EXERCISE INPUTS:
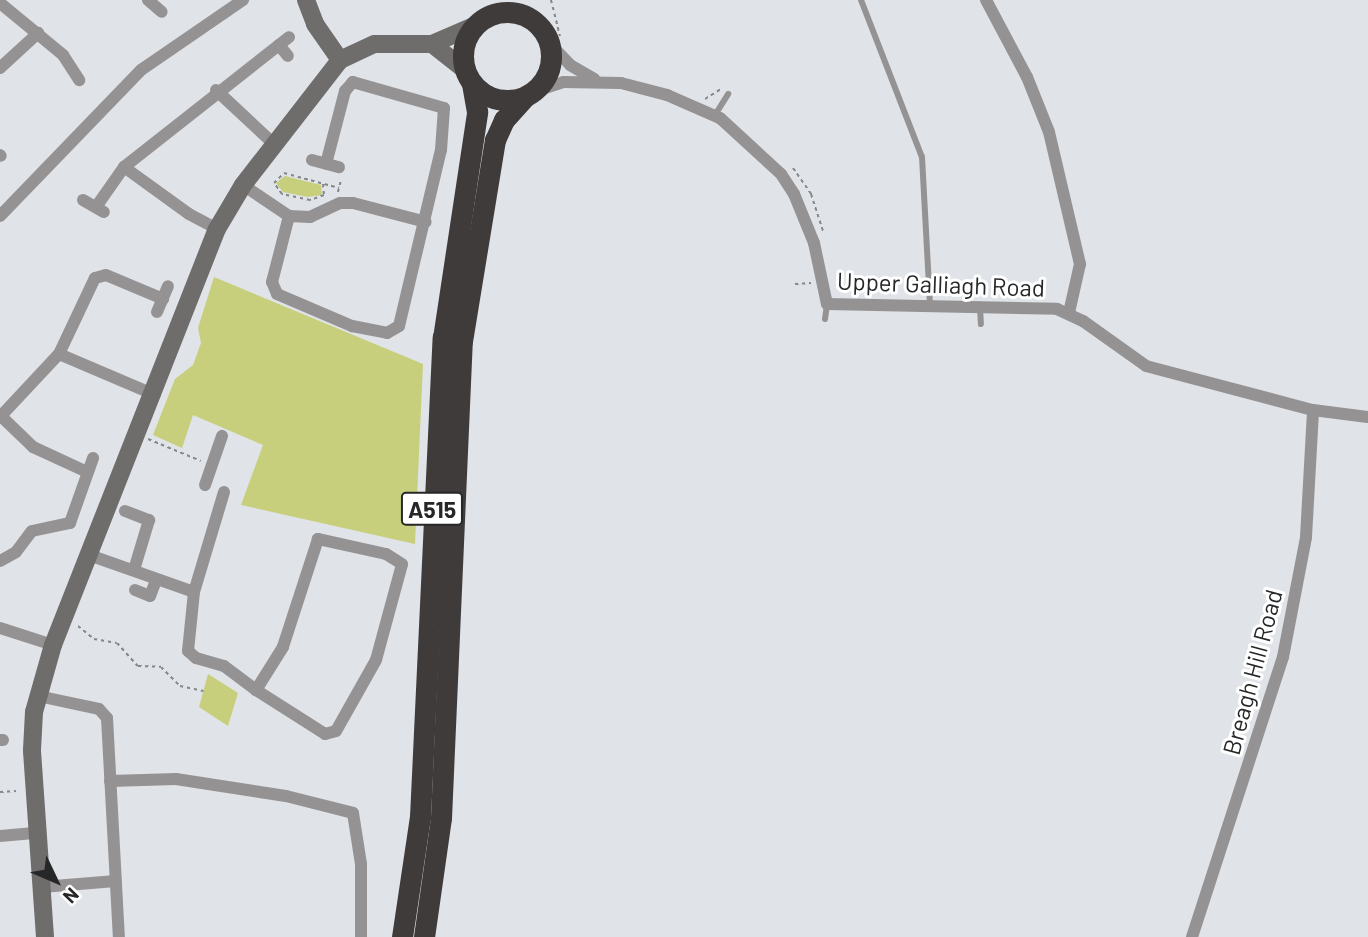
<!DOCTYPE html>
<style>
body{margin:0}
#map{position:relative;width:1368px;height:937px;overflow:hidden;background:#e0e3e7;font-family:Barlow,sans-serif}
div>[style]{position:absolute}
.green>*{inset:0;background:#c7cf7c}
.path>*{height:2px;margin-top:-1px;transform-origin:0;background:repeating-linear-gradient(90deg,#848688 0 3.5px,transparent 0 7px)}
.lane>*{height:6px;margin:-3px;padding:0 3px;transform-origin:3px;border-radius:3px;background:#959293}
.street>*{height:12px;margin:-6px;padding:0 6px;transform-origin:6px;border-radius:6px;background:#959293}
.secondary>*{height:18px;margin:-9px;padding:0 9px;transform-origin:9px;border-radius:9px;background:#6f6c6c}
.highway>*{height:21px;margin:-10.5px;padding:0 10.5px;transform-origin:10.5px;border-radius:10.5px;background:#3f3b3b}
.highway>.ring{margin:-10.5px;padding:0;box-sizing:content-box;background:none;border:21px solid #3f3b3b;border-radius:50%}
span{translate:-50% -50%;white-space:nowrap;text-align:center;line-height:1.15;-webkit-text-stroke:6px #fff;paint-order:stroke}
.shield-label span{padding:2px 5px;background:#fff;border:2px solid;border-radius:5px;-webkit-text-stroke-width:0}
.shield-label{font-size:23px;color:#262728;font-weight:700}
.street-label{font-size:24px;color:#262728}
.north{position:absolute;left:21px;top:846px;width:70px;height:70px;-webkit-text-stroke:5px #fff;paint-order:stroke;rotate:134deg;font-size:19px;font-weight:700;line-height:28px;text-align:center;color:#262728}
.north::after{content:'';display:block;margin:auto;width:24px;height:32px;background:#262728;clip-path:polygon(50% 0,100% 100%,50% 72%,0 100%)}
</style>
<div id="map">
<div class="green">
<div style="clip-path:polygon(285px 176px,321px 185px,322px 195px,308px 197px,283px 192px,276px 183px)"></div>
<div style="clip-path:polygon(214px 277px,423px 364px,415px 544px,241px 505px,263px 445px,193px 415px,182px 448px,153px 435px,175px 379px,193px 365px,201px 343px,198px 328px)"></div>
<div style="clip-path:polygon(208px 674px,238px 693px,228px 726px,199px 707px)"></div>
</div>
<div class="path">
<div style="left:551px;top:0;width:37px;rotate:76deg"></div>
<div style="left:705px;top:99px;width:19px;rotate:-32deg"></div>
<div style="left:793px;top:168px;width:32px;rotate:55deg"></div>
<div style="left:811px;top:194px;width:40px;rotate:72deg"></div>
<div style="left:323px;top:184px;width:11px;rotate:85deg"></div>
<div style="left:324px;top:195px;width:15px;rotate:160deg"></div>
<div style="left:310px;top:200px;width:29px;rotate:-168deg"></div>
<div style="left:282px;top:194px;width:14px;rotate:-126deg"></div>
<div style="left:274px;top:183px;width:14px;rotate:-45deg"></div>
<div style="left:284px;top:173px;width:57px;rotate:15.3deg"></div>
<div style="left:338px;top:192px;width:12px;rotate:-76deg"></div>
<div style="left:795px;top:284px;width:16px;rotate:-4deg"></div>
<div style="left:148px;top:439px;width:57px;rotate:22.5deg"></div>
<div style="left:78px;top:626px;width:21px;rotate:39deg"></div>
<div style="left:94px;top:639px;width:23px;rotate:10deg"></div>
<div style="left:117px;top:643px;width:31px;rotate:48deg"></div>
<div style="left:138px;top:666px;width:23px;rotate:2deg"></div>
<div style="left:161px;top:667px;width:27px;rotate:45deg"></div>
<div style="left:180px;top:686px;width:24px;rotate:12deg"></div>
<div style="left:0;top:792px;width:16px;rotate:-4deg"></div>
</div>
<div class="lane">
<div style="left:861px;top:0;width:168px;rotate:68.8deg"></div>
<div style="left:922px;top:157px;width:149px;rotate:86.9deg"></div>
<div style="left:715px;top:115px;width:25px;rotate:-58deg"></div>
<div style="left:980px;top:307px;width:17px;rotate:87deg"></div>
<div style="left:825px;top:319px;width:15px;rotate:-82deg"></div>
</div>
<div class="street">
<div style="left:148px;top:0;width:18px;rotate:41deg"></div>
<div style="left:986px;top:0;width:87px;rotate:62deg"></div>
<div style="left:1027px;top:77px;width:59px;rotate:68.2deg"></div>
<div style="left:1049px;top:132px;width:136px;rotate:76.8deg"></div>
<div style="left:1080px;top:264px;width:50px;rotate:102.7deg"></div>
<div style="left:0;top:3px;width:82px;rotate:39.5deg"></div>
<div style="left:63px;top:55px;width:30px;rotate:57deg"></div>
<div style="left:279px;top:45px;width:14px;rotate:51deg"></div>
<div style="left:551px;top:45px;width:28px;rotate:46deg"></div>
<div style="left:570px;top:65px;width:28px;rotate:30deg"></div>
<div style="left:0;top:68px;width:52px;rotate:-42.6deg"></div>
<div style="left:216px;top:90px;width:79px;rotate:43deg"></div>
<div style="left:536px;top:91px;width:28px;rotate:-18deg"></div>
<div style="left:563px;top:82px;width:58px;rotate:1deg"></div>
<div style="left:621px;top:83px;width:48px;rotate:14.6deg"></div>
<div style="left:667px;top:95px;width:58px;rotate:23.5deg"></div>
<div style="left:720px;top:118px;width:83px;rotate:42.6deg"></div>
<div style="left:781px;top:174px;width:24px;rotate:57deg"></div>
<div style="left:794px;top:194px;width:53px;rotate:67.8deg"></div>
<div style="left:814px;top:243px;width:62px;rotate:78deg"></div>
<div style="left:827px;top:304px;width:230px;rotate:1.2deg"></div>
<div style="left:1057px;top:309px;width:29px;rotate:25deg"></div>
<div style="left:1083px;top:321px;width:77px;rotate:35.5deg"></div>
<div style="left:1146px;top:366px;width:173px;rotate:14.8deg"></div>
<div style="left:1313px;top:410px;width:55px;rotate:7.3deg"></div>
<div style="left:0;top:155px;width:1px;rotate:45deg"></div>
<div style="left:312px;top:160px;width:28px;rotate:15deg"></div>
<div style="left:124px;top:167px;width:80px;rotate:35.9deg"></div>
<div style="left:189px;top:214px;width:32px;rotate:28deg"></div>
<div style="left:243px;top:185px;width:55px;rotate:34deg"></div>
<div style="left:289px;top:216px;width:21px;rotate:3deg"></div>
<div style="left:310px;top:217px;width:33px;rotate:-25deg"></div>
<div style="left:340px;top:203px;width:13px"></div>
<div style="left:353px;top:203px;width:75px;rotate:14.6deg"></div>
<div style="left:83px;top:200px;width:24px;rotate:30deg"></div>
<div style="left:96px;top:207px;width:49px;rotate:-55deg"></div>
<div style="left:124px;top:167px;width:210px;rotate:-38.2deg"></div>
<div style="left:0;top:216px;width:203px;rotate:-46deg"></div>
<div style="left:141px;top:70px;width:124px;rotate:-34.5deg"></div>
<div style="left:289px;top:216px;width:68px;rotate:104.4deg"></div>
<div style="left:272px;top:282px;width:13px;rotate:67deg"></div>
<div style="left:277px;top:294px;width:82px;rotate:23.1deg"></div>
<div style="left:352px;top:326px;width:36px;rotate:11deg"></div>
<div style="left:387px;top:333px;width:14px;rotate:-30deg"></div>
<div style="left:399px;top:326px;width:181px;rotate:-76.6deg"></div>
<div style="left:441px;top:150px;width:42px;rotate:-85.9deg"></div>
<div style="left:444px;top:108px;width:95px;rotate:-164.1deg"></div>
<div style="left:353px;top:82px;width:12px;rotate:132deg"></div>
<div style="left:345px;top:91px;width:75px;rotate:104.6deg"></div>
<div style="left:157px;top:312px;width:28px;rotate:-67deg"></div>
<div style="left:59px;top:354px;width:104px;rotate:23.1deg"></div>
<div style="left:1px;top:416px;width:45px;rotate:44.1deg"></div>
<div style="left:33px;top:447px;width:60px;rotate:24.8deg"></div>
<div style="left:0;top:417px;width:86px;rotate:-46.9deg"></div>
<div style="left:59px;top:354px;width:84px;rotate:-64.7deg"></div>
<div style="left:95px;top:278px;width:11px;rotate:-15deg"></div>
<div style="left:106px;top:275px;width:62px;rotate:22.8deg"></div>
<div style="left:205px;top:485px;width:52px;rotate:-70.9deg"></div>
<div style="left:224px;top:492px;width:104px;rotate:106.7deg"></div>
<div style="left:194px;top:592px;width:59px;rotate:95.8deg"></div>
<div style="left:188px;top:651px;width:11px;rotate:41deg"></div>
<div style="left:196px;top:658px;width:29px;rotate:16deg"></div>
<div style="left:224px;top:666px;width:40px;rotate:37deg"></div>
<div style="left:256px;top:690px;width:82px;rotate:32.5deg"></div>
<div style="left:325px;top:734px;width:11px;rotate:-15deg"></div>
<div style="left:336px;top:731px;width:81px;rotate:-60.6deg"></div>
<div style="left:376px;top:660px;width:99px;rotate:-74.8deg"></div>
<div style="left:402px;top:564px;width:19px;rotate:-148deg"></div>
<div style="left:386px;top:554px;width:70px;rotate:-167.6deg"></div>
<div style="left:318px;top:539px;width:114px;rotate:108deg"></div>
<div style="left:283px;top:647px;width:51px;rotate:122.1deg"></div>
<div style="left:125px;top:511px;width:26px;rotate:21deg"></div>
<div style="left:149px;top:520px;width:52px;rotate:106.7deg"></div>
<div style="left:89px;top:555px;width:111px;rotate:19.4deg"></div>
<div style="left:0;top:561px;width:18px;rotate:-29deg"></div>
<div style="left:16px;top:552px;width:26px;rotate:-53deg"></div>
<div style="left:32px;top:531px;width:39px;rotate:-12deg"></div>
<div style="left:70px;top:523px;width:69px;rotate:-70.5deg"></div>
<div style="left:135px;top:590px;width:16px;rotate:22deg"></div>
<div style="left:150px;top:596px;width:17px;rotate:-69deg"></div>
<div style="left:0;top:628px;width:56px;rotate:17.8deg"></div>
<div style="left:38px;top:696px;width:62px;rotate:12deg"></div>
<div style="left:99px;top:709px;width:12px;rotate:48deg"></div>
<div style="left:107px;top:718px;width:219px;rotate:86.9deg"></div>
<div style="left:0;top:740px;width:3px"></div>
<div style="left:110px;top:781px;width:66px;rotate:-1.7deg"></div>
<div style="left:176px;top:779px;width:111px;rotate:8.8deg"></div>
<div style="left:286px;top:796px;width:69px;rotate:14.2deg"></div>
<div style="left:353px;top:813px;width:52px;rotate:81.1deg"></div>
<div style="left:361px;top:864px;width:73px;rotate:90deg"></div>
<div style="left:0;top:836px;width:37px;rotate:-5deg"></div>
<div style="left:42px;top:887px;width:74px;rotate:-4.6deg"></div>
<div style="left:1192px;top:937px;width:294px;rotate:-72deg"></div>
<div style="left:1283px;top:657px;width:122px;rotate:-79.1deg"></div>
<div style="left:1306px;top:537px;width:127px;rotate:-86.8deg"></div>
</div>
<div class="secondary">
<div style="left:306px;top:0;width:26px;rotate:69deg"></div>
<div style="left:315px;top:24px;width:44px;rotate:55.2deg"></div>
<div style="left:432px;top:44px;width:42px;rotate:38.2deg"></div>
<div style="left:45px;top:937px;width:187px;rotate:-94deg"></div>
<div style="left:32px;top:750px;width:38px;rotate:-87deg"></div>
<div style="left:34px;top:712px;width:70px;rotate:-74.2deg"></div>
<div style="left:53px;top:645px;width:447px;rotate:-68.5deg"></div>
<div style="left:217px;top:229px;width:51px;rotate:-59.4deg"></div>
<div style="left:243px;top:185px;width:158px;rotate:-52.2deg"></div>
<div style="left:340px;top:60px;width:38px;rotate:-25deg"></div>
<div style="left:375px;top:44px;width:57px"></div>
<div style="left:432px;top:44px;width:48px;rotate:-23.4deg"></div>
</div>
<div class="highway">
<div class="ring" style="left:463px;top:12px;width:67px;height:67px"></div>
<div style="left:402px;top:937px;width:121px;rotate:-81.5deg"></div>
<div style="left:420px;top:817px;width:480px;rotate:-87.3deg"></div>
<div style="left:443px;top:338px;width:229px;rotate:-81.4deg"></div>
<div style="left:477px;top:112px;width:28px;rotate:-100deg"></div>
<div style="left:424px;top:937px;width:120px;rotate:-81.9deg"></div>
<div style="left:441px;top:818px;width:477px;rotate:-87.5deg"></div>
<div style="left:462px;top:341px;width:204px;rotate:-80.7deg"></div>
<div style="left:495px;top:140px;width:22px;rotate:-66deg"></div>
<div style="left:504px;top:120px;width:31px;rotate:-48deg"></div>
</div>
<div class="shield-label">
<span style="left:432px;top:509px">A515</span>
</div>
<div class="street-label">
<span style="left:941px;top:284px;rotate:2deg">Upper Galliagh Road</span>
<span style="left:1252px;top:672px;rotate:-75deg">Breagh Hill Road</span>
</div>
<div class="north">N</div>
</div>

TASK ITEM: What is needed is an exact retyping of the lines from the start of the data through the line with "0 3.5px,transparent 0", with both end lines kept and every picture left out.

EXERCISE SOLUTION:
<!DOCTYPE html>
<style>
body{margin:0}
#map{position:relative;width:1368px;height:937px;overflow:hidden;background:#e0e3e7;font-family:Barlow,sans-serif}
div>[style]{position:absolute}
.green>*{inset:0;background:#c7cf7c}
.path>*{height:2px;margin-top:-1px;transform-origin:0;background:repeating-linear-gradient(90deg,#848688 0 3.5px,transparent 0 7px)}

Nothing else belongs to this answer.